The defendant is a small, New Hampshire based coffee company that developed a dark roast they decided to call Charbucks blend. Starbucks didn’t like the name and sued, and its primary claim was for "dilution" due to "blurring." Generally, dilution by blurring occurs when a mark or trade name is so similar to a famous mark that it impairs the distinctiveness of the famous mark. Hypothetical examples of blurring cited by other courts include Dupont shoes, Buick aspirin tablets, Schlitz varnish, Kodak pianos, and Bulova gowns.
During a bench trial in federal court of <i>Starbucks Corp. v. Wolfe’s Borough Coffee</i>, a consumer research scientist testified that a study he performed revealed -- not surprisingly -- that most people think of Starbucks when they hear the name Charbucks. The Court, however, dismissed the Complaint.

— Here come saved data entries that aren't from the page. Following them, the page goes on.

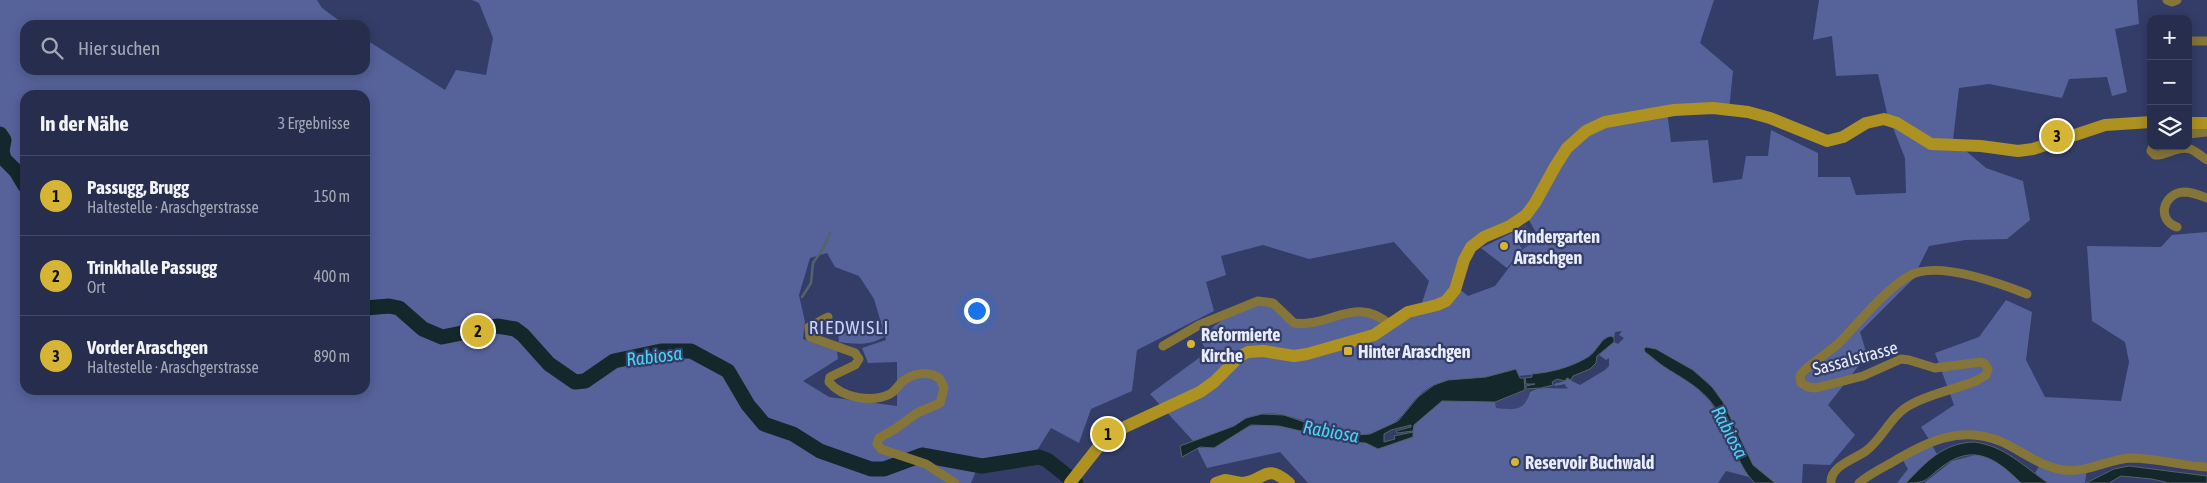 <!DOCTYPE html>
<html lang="de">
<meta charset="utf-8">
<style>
body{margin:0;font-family:"Asap Condensed",sans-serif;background:#333a57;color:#f1f3f6}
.controls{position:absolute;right:15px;top:15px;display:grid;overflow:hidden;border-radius:10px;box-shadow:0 2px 12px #0003}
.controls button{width:45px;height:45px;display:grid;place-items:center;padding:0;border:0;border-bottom:1px solid #434a65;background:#272e4d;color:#f1f3f6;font:25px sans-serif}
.you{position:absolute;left:976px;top:310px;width:18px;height:18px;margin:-12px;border:4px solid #fff;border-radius:50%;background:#1a73e8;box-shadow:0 0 0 8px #1a73e833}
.badge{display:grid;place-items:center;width:32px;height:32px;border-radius:50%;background:#d6b534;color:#111;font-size:16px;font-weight:700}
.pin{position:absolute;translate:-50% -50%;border:2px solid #fff;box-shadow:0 1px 5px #0006}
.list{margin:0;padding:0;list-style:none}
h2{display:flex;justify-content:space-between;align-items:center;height:65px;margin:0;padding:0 20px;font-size:21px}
h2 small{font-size:16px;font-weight:400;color:#a4a8b6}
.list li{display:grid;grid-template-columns:32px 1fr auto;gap:15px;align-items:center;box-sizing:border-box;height:80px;padding:0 20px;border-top:1px solid #434a65}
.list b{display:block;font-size:19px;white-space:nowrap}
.list p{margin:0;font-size:16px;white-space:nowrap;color:#a4a8b6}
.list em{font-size:16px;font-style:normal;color:#a4a8b6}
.icon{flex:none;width:28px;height:28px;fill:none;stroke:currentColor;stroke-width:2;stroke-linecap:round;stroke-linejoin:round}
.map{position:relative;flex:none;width:2207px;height:483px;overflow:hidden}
.search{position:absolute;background:#272e4d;box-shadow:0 2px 12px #0003;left:20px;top:20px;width:350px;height:55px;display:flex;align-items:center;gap:12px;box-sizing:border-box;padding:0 18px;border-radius:15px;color:#a4a8b6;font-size:19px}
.panel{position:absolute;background:#272e4d;box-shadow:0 2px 12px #0003;left:20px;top:90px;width:350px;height:305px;border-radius:15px}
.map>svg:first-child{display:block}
</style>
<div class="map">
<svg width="2207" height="483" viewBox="0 0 2207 483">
<rect width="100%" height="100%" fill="#343d67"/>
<!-- built -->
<path fill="#3c4576" d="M1526,224L1536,240L1522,249L1507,268L1481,248Z
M1530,389L1527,402L1521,408L1514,410L1496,408L1495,402Z"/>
<!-- green -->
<path fill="#56629a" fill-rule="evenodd" d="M0,0H317L322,8L345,25H25V70H365V39L445,90L456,70L486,75L493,38L479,3L472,0H1714L1700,43L1733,71L1729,110L1667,111L1671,142L1708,140L1713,183L1742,179L1746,156H1768L1771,130L1818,153V177H1850L1856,195L1906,193L1905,158L1887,113L1878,74L1836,76L1832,36L1813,40L1819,0H2137L2139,24L2115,29L2127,92L2112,96L2107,77L2069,79L2062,98L1989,84L1959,88L1953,140L1986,168L2023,181L2030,220L2007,239L1965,240L1929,246L1912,280L1860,332L1867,355L1828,405L1855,435L1830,465L1803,464L1802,483C1794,483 1782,483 1775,483C1743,472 1734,412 1713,388C1698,370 1675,362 1656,349L1645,348L1644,351L1661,365L1688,380L1709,400L1723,422L1749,477L1726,471L1718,483H1308L1280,452L1207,468L1197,448H1214L1245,427L1255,425L1279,426L1348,442L1366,443L1378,449L1413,437V425L1442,401L1492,402H1495L1496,408C1515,410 1524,412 1530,392C1542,385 1555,390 1569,388L1566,387L1565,384L1555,386L1554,384L1565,381L1566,378L1580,385L1605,370L1609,366V358L1606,360L1599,355L1614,342L1618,344L1624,338L1619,335L1622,331L1615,332L1614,338H1605C1599,343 1596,351 1589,356C1570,370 1541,374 1519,376L1515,369C1506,372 1496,375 1486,377C1467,380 1448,377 1430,387C1405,402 1404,428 1368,434C1331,440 1297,409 1261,414C1249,416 1243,422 1233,426C1221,432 1207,437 1194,442L1150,394L1207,352L1202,343L1209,340L1207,335L1214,326L1224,319L1263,300L1290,321L1356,312L1390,325L1420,309L1429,281L1394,242L1309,259L1263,245L1221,256L1226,275L1206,282L1214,311L1137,350L1132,391L1091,409L1079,443L1051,428L1031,460L976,471L971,483H0ZM25,95H365V390H25ZM1526,215L1539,238L1523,249L1495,286L1468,296L1457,287L1479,240ZM827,253L835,267L859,276L874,299L886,340L862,348L868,363L897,362V406L829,397L803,381L838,359L837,351L803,339L805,322L799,295L810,258Z
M2207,232V463L2137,455L2087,469L2085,483H2048L2035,473L2041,463L1983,436L1930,442L1937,454L1906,483H1897L1908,469L1901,457L1930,441L1921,427L1954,405L1935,353L1979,337L2006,300L2032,312L2026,360L2045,397L2121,401L2129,362L2125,342L2092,321L2087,246L2161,247L2172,235Z
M1512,233L1522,249L1507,268L1481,248Z
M881,327L884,337C869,346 855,344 839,342L838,334Z
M1975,455C1995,457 2007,470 2021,483H1924L1952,461Z"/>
<!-- water -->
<path fill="#14272b" stroke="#54626a" d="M1611,336L1614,338V342L1597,356L1596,363L1590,369L1573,376L1571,380L1567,378L1565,381L1557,379L1552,382L1553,385L1541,388L1526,389V386L1535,384H1526L1525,378L1532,377V374C1553,372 1571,367 1588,357C1598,351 1600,338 1611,336Z
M1646,347L1656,349L1693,370L1712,387L1723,402L1753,465L1775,483H1755C1737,467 1728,427 1714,406C1701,387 1681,378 1663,366C1656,361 1651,356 1645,352L1644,349Z
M1516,369L1520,378H1524L1525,390L1495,402L1442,401L1414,425L1413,431L1397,433L1396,431L1411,427V425L1391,430L1384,434V442L1395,439L1394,436L1413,432V437L1378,449L1366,443L1348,442L1279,426L1251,425L1214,448L1200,447L1182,457L1180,446L1234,426L1246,418L1262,414L1284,415L1313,425L1356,435L1370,434L1398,421L1418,397L1434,385L1448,380L1486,377Z
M1974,442C2005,446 2023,466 2048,483H2021C1997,459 1974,443 1943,466C1925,479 1929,483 1906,483C1926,462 1943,443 1974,442Z
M2129,466L2207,476V483H2169L2152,479L2121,476L2109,483H2086L2114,469Z"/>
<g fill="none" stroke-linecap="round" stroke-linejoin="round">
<!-- stream -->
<path stroke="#54626a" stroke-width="2.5" d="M802,297L811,283L813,263L824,247L830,233"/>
<!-- river -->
<path stroke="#14272b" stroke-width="15" d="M0,134L4,140L2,151L4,159L16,171L25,186
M365,308L389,306L399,308L423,329L442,337L497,326L515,329L523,335L549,364L575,382L585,381L614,361L661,351H691L728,371L748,405L764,424L793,434L820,451L871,469H884L922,455L982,466L1039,457L1047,460L1076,483"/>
<!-- street -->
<path stroke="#867538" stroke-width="9" d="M2167,0L2172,2L2177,0
M2188,41H2207
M2188,134L2207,132
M2153,146L2151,151L2155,155C2166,156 2178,145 2190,149C2196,151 2202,157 2207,160
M2177,227C2156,220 2163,193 2184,192C2192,192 2199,195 2207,198
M828,317L809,327L810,337L855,353L859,359L855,365L830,377L829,382C842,398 872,403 890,394C895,391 897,387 901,383C911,373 929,370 940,379L944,388L940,403L917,413L895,429L879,438L877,444L881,449L926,464L955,483
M1163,346L1199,325L1258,301L1273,303L1294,323C1329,328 1357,294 1390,325
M1831,483C1830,466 1855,459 1866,451C1884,437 1891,414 1912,404C1932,393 1957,389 1978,380L1986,375L1988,369L1985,364L1981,362L1935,368L1909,360L1901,359L1863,376L1816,388L1808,387L1801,383L1800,376C1802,369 1831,351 1840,342C1858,323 1886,289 1909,276C1936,260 1999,283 2027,294
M1859,483C1868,475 1880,469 1891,463C1926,442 1961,424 2002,442C2022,451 2041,467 2064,470C2088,473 2108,459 2131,458C2157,458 2182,466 2207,467"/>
<!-- secondary -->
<path stroke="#ad9121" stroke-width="12" d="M2188,123H2207
M1070,483L1103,441L1114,432L1200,392L1214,382L1240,356L1248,352L1263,351L1294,356L1307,354L1374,335L1408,312L1437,305L1446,301L1455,290L1464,260L1471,247L1484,237L1510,226L1526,215L1535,203L1556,165L1567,148L1586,131L1605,122L1674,110L1713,108L1748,112L1770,118L1827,141L1843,137L1866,123L1884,119L1897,123L1931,144L1981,146L2018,151L2033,149L2105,125L2151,122
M1216,483L1225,480L1241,483
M1242,483C1265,481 1265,462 1289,483"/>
</g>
<!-- markers -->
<g fill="#d6b534" stroke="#343d67" stroke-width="2">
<circle cx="1504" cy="246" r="5"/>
<circle cx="1191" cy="344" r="5"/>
<rect x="1343" y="346" width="10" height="10" rx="2.5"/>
<circle cx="1515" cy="462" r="5"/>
</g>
<g text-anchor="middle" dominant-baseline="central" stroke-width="4.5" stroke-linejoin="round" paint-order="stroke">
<!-- poi labels -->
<g font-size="18" font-weight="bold" fill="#e8ecfc" stroke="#343d67" text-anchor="start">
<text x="1514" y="236">Kindergarten<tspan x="1514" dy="21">Araschgen</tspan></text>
<text x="1201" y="334">Reformierte<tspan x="1201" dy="21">Kirche</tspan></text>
<text x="1358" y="351">Hinter Araschgen</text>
<text x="1525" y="462">Reservoir Buchwald</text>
</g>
<!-- street labels -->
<g font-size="18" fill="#e8ecfc" stroke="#343d67">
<text transform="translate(1855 358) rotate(-15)">Sassalstrasse</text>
</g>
<!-- neighbourhood labels -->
<g font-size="19" letter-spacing="1" fill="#c8d3fc" stroke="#343d67">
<text x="849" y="327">RIEDWISLI</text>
</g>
<!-- water labels -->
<g font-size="19" font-style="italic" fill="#47d6f2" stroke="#343d67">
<text transform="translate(654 356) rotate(-7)">Rabiosa</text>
<text transform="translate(1331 431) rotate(10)">Rabiosa</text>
<text transform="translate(1730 432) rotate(62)">Rabiosa</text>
</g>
</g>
</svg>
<div class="controls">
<button>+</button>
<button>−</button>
<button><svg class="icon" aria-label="layers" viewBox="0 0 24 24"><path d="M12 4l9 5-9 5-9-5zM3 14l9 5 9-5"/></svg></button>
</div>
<div class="you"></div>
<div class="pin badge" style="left:1108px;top:434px">1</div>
<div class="pin badge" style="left:478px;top:331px">2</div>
<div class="pin badge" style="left:2057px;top:136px">3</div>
<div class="search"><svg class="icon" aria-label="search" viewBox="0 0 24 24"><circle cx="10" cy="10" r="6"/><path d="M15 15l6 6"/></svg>Hier suchen</div>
<section class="panel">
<h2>In der Nähe<small>3 Ergebnisse</small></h2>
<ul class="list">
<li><span class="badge">1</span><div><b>Passugg, Brugg</b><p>Haltestelle · Araschgerstrasse</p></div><em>150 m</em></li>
<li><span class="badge">2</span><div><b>Trinkhalle Passugg</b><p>Ort</p></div><em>400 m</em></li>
<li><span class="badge">3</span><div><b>Vorder Araschgen</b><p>Haltestelle · Araschgerstrasse</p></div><em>890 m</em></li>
</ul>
</section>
</div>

While the appeal was pending, Congress passed the Trademark Dilution Revision Act of 2005 (TDRA), which provided that the owner of a famous, distinctive mark is entitled to an injunction when the use of the offending mark is “likely to cause dilution." The TDRW was passed in response to a Supreme Court ruling that held “actual dilution” must occur in order to establish a claim. The Starbucks case was remanded back to the trial court but the outcome was the same, and the Complaint again dismissed.
However, on appeal, the Second Circuit held the trial court incorrectly used the pre-TDRA standard that required a “substantial similarity” between the marks for a plaintiff to prevail on a dilution claim, as opposed to the “likely” standard in the new statute. The district court also erred by disregarding the defendant’s intention to associate with Starbucks because there was no “bad faith” – an unnecessary element. Further, the district court should have credited the Starbucks study that showed more than 30% of consumers associated Charbucks with Starbucks, even though very few confused the two names. The appellate court rejected any claims that the Starbucks name was “tarnished” however.
The case was sent back to the district court to consider the appropriate standard. We expect the outcome will be the same. But the appellate court made clear that TDRA has diluted the standard for dilution claims.